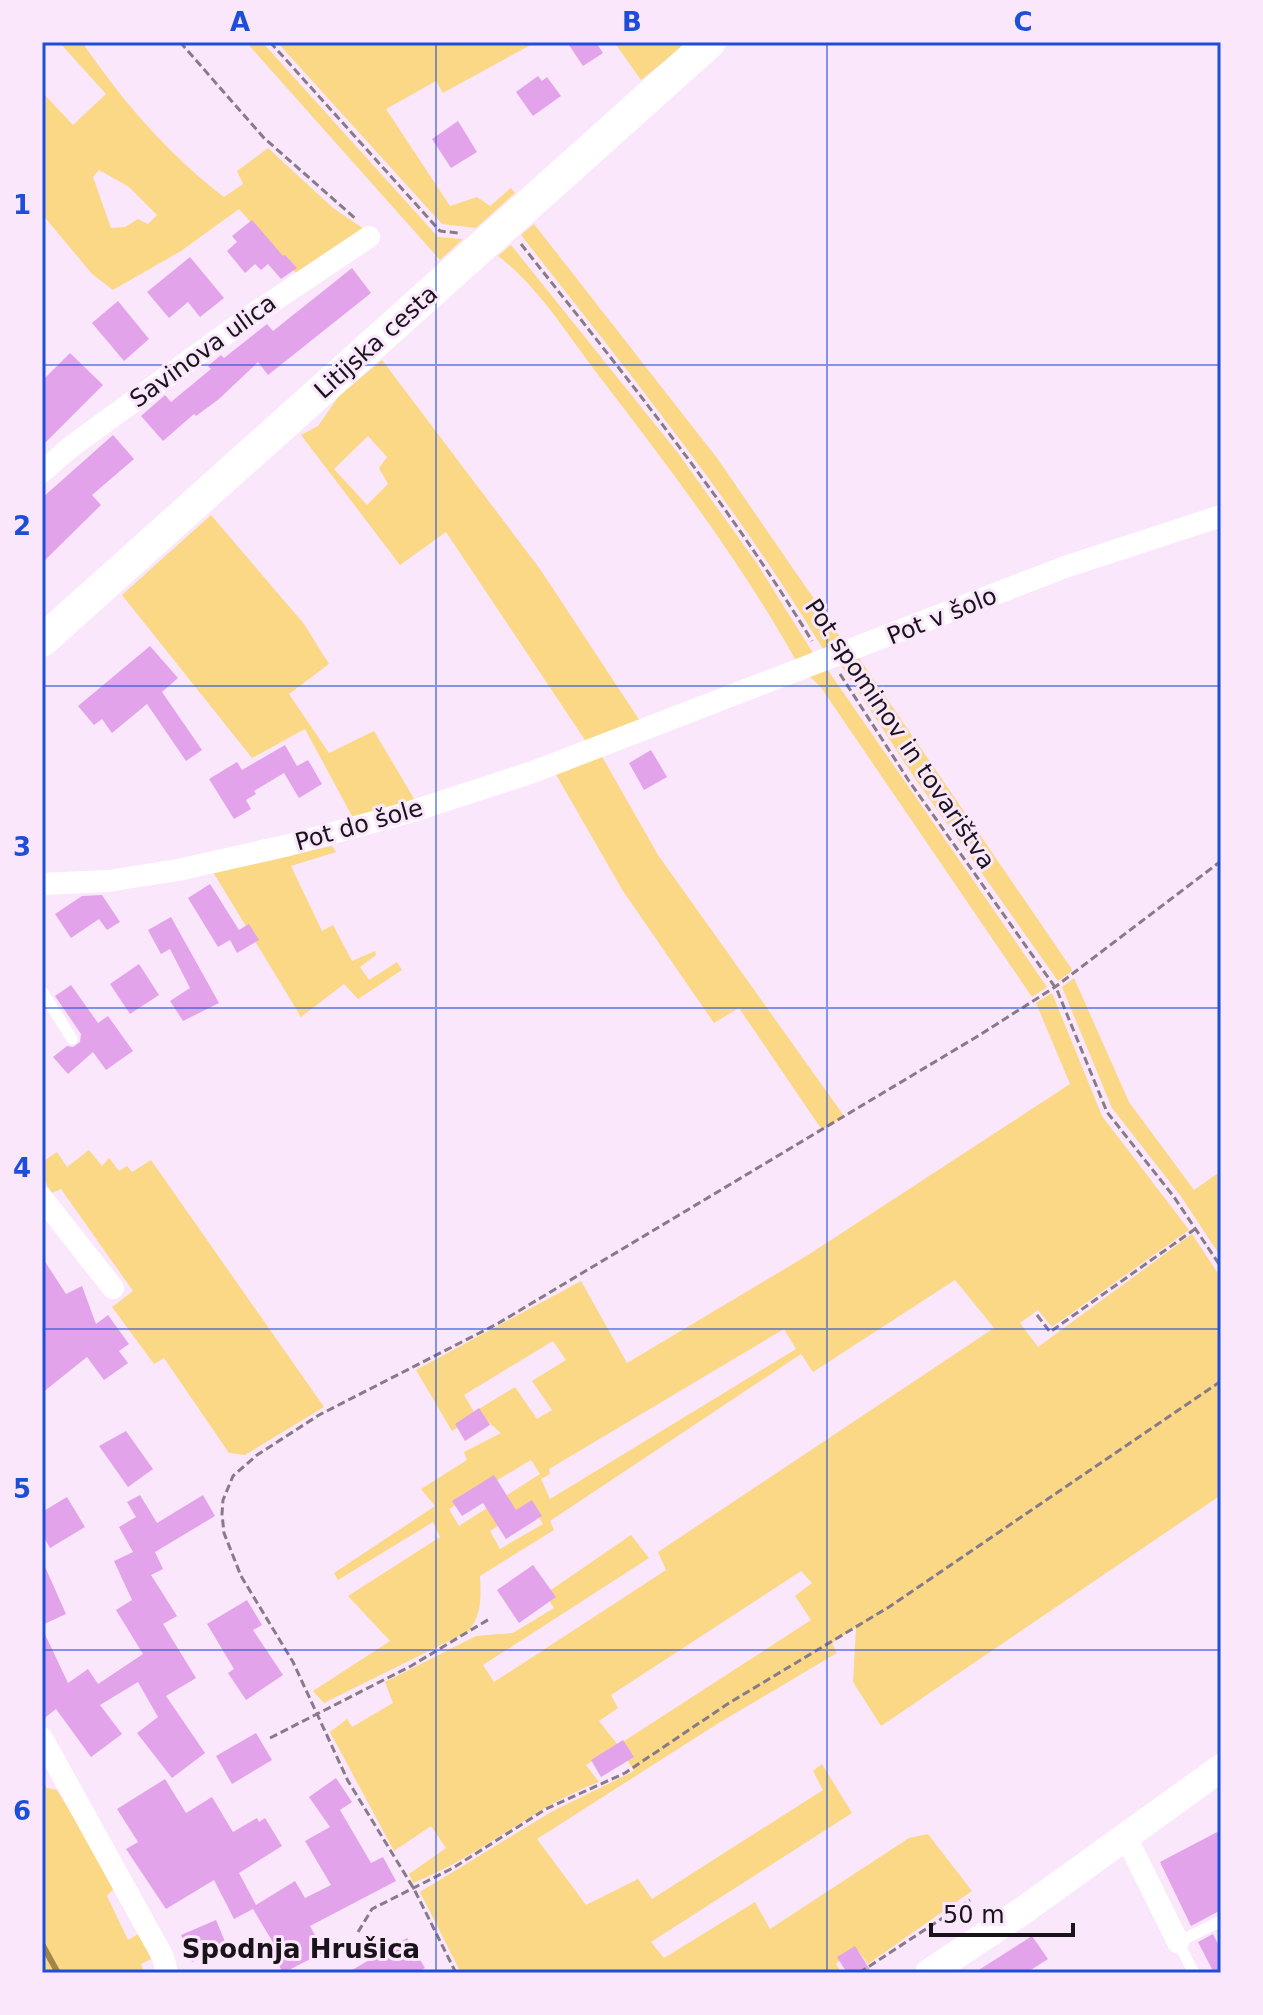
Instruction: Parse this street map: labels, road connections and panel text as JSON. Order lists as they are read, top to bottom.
{
  "streets": {
    "main road": ["Litijska cesta"],
    "street": ["Savinova ulica", "Pot v šolo", "Pot do šole"],
    "path": ["Pot spominov in tovarištva"]
  },
  "crossings": [
    ["Pot v šolo", "Pot spominov in tovarištva"],
    ["Pot v šolo", "Pot do šole"]
  ],
  "districts": ["Spodnja Hrušica"],
  "scale_bar": "50 m",
  "grid": {
    "columns": ["A", "B", "C"],
    "rows": [
      "1",
      "2",
      "3",
      "4",
      "5",
      "6"
    ]
  }
}
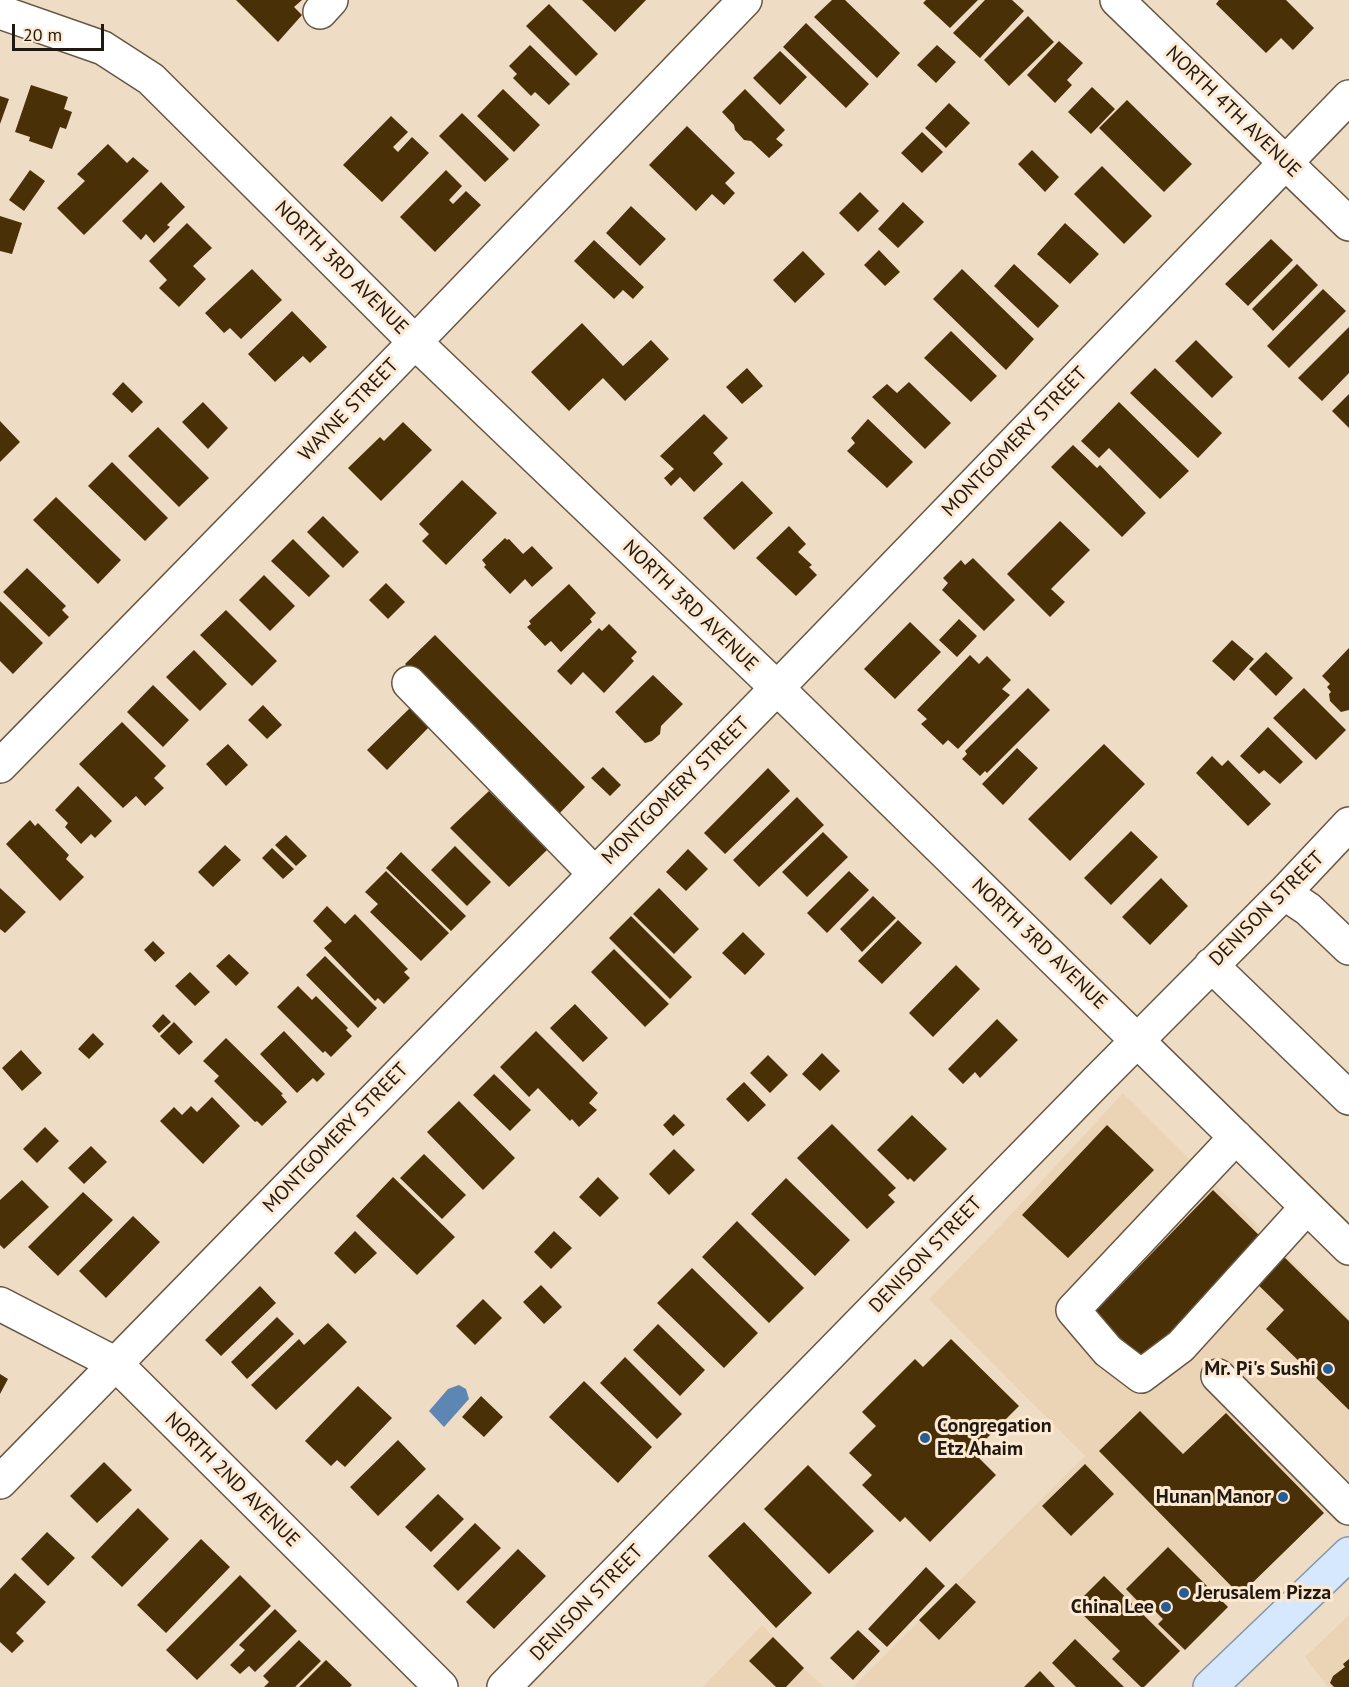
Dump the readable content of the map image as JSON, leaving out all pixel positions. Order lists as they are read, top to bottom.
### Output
{
  "streets": {
    "street": [
      "NORTH 4TH AVENUE",
      "NORTH 3RD AVENUE",
      "WAYNE STREET",
      "MONTGOMERY STREET",
      "DENISON STREET",
      "NORTH 2ND AVENUE"
    ]
  },
  "crossings": [
    ["NORTH 4TH AVENUE", "MONTGOMERY STREET"],
    ["NORTH 3RD AVENUE", "WAYNE STREET"],
    ["NORTH 3RD AVENUE", "MONTGOMERY STREET"],
    ["NORTH 3RD AVENUE", "DENISON STREET"],
    ["MONTGOMERY STREET", "NORTH 2ND AVENUE"]
  ],
  "places": [
    "Mr. Pi's Sushi",
    "Congregation Etz Ahaim",
    "Hunan Manor",
    "Jerusalem Pizza",
    "China Lee"
  ],
  "scale_bar": "20 m"
}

——————————

#### [Task]
Everything in the listing above, apart from its pictures, must be repeated exactly.

#### [Output for this exercise]
Instruction: Parse this street map: labels, road connections and panel text as JSON. Order lists as they are read, top to bottom.
{
  "streets": {
    "main road": ["Litijska cesta"],
    "street": ["Savinova ulica", "Pot v šolo", "Pot do šole"],
    "path": ["Pot spominov in tovarištva"]
  },
  "crossings": [
    ["Pot v šolo", "Pot spominov in tovarištva"],
    ["Pot v šolo", "Pot do šole"]
  ],
  "districts": ["Spodnja Hrušica"],
  "scale_bar": "50 m",
  "grid": {
    "columns": ["A", "B", "C"],
    "rows": [
      "1",
      "2",
      "3",
      "4",
      "5",
      "6"
    ]
  }
}
Dump the readable content of the map image as JSON, leaving out all pixel positions. Order lists as they are read, top to bottom.
### Output
{
  "streets": {
    "street": [
      "NORTH 4TH AVENUE",
      "NORTH 3RD AVENUE",
      "WAYNE STREET",
      "MONTGOMERY STREET",
      "DENISON STREET",
      "NORTH 2ND AVENUE"
    ]
  },
  "crossings": [
    ["NORTH 4TH AVENUE", "MONTGOMERY STREET"],
    ["NORTH 3RD AVENUE", "WAYNE STREET"],
    ["NORTH 3RD AVENUE", "MONTGOMERY STREET"],
    ["NORTH 3RD AVENUE", "DENISON STREET"],
    ["MONTGOMERY STREET", "NORTH 2ND AVENUE"]
  ],
  "places": [
    "Mr. Pi's Sushi",
    "Congregation Etz Ahaim",
    "Hunan Manor",
    "Jerusalem Pizza",
    "China Lee"
  ],
  "scale_bar": "20 m"
}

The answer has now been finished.